• ASSIGNMENT: Whenever a line in the entries below contains "service", copy that line.

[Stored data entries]
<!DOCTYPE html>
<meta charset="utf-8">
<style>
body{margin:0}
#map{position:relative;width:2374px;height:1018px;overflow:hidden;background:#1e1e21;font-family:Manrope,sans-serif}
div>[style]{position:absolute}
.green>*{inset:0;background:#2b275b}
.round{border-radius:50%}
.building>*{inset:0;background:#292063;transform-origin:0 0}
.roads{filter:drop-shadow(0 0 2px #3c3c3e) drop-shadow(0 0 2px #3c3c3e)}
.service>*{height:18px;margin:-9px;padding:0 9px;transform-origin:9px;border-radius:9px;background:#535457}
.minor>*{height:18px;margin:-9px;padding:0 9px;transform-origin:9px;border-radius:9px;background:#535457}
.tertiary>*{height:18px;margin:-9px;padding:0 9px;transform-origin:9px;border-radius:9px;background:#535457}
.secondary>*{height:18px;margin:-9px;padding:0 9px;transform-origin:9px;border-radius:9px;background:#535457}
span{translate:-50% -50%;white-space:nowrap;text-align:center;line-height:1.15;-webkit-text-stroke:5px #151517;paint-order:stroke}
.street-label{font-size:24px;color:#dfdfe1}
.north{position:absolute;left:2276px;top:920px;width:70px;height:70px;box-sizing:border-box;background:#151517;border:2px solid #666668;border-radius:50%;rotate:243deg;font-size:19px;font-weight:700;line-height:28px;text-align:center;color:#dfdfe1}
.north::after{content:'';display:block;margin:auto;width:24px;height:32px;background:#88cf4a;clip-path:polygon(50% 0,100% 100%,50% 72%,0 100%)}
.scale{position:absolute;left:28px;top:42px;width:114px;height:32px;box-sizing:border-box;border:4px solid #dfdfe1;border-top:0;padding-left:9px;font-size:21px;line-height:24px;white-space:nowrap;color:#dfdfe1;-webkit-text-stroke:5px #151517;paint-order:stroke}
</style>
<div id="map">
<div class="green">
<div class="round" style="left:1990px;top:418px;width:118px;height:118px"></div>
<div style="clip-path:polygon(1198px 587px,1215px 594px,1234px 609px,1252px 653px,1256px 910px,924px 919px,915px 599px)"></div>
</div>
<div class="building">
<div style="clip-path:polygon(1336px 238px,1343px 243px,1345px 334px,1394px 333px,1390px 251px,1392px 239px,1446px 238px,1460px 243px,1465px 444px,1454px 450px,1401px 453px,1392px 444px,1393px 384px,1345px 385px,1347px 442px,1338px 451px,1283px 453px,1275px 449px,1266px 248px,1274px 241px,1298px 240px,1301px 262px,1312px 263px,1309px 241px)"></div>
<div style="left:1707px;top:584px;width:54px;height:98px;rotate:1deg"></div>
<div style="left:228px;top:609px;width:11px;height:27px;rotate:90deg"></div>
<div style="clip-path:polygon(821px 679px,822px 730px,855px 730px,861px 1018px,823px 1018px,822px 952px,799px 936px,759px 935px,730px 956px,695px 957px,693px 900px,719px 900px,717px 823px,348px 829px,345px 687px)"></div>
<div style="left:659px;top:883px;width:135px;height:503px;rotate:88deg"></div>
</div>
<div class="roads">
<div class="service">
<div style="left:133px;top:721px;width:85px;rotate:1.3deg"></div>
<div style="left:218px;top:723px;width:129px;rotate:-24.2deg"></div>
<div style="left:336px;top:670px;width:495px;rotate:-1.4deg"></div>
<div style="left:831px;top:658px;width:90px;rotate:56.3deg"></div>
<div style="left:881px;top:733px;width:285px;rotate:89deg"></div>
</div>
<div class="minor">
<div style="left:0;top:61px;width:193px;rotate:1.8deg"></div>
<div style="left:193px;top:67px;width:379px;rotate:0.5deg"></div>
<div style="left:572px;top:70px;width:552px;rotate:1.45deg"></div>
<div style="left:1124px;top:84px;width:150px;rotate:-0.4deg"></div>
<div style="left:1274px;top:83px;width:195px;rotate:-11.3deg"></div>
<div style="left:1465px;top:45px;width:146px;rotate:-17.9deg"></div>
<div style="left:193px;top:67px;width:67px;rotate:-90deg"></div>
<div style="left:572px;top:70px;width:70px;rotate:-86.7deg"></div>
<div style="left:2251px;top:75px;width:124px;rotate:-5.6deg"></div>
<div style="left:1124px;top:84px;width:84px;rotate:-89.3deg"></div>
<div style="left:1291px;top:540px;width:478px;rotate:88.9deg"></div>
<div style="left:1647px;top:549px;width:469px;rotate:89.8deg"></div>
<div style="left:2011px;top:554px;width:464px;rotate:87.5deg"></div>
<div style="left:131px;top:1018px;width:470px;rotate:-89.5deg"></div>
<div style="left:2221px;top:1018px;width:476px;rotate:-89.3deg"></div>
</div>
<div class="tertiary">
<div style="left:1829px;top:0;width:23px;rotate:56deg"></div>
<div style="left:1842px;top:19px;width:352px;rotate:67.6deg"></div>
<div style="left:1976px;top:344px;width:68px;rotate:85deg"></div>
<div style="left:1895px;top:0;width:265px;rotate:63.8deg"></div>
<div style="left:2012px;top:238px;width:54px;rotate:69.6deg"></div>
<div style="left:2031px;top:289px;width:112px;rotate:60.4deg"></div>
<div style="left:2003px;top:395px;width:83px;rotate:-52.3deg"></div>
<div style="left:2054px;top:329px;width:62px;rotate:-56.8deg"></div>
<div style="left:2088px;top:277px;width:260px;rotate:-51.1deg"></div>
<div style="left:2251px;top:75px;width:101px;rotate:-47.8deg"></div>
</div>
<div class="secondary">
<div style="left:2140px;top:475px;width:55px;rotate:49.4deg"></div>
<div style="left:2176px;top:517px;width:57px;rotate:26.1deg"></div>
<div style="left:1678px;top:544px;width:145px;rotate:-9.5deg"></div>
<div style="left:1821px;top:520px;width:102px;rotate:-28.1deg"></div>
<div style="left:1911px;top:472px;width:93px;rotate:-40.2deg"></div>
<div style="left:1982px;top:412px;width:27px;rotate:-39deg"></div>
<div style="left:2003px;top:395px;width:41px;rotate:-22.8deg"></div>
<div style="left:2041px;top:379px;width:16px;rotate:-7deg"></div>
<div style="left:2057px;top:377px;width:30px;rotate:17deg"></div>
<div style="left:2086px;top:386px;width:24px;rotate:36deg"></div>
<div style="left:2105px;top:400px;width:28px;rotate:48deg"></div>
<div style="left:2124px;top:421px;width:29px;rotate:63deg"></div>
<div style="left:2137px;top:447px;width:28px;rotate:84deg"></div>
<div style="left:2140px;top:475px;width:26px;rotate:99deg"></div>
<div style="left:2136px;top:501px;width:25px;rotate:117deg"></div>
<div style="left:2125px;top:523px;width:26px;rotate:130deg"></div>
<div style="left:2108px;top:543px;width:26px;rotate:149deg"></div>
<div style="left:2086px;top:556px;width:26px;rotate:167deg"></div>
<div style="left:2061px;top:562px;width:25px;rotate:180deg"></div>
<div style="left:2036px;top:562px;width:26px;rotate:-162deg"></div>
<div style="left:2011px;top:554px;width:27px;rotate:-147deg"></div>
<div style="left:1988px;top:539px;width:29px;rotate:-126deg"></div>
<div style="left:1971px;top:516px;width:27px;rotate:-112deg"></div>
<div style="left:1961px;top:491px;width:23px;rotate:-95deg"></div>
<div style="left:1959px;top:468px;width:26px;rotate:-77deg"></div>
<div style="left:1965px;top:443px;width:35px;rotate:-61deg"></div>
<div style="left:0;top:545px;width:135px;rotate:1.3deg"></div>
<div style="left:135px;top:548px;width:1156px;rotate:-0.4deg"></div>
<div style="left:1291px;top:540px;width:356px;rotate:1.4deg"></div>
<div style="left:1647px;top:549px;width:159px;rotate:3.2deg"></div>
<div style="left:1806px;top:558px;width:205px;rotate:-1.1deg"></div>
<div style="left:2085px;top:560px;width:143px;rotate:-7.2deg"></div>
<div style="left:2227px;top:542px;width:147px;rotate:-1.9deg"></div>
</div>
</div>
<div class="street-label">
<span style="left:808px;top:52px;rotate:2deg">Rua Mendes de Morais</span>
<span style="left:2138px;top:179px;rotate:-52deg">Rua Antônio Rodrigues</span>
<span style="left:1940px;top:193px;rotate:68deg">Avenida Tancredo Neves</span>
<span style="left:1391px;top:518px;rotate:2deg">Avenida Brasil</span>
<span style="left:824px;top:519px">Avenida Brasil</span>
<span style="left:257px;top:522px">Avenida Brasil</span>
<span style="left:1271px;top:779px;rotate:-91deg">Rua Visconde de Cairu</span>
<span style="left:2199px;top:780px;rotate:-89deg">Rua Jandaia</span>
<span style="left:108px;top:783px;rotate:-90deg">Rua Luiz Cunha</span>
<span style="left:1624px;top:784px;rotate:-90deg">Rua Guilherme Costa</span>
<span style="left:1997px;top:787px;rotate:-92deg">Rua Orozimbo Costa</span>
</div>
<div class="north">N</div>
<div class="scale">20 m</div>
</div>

• TASK SOLUTION:
.service>*{height:18px;margin:-9px;padding:0 9px;transform-origin:9px;border-radius:9px;background:#535457}
<div class="service">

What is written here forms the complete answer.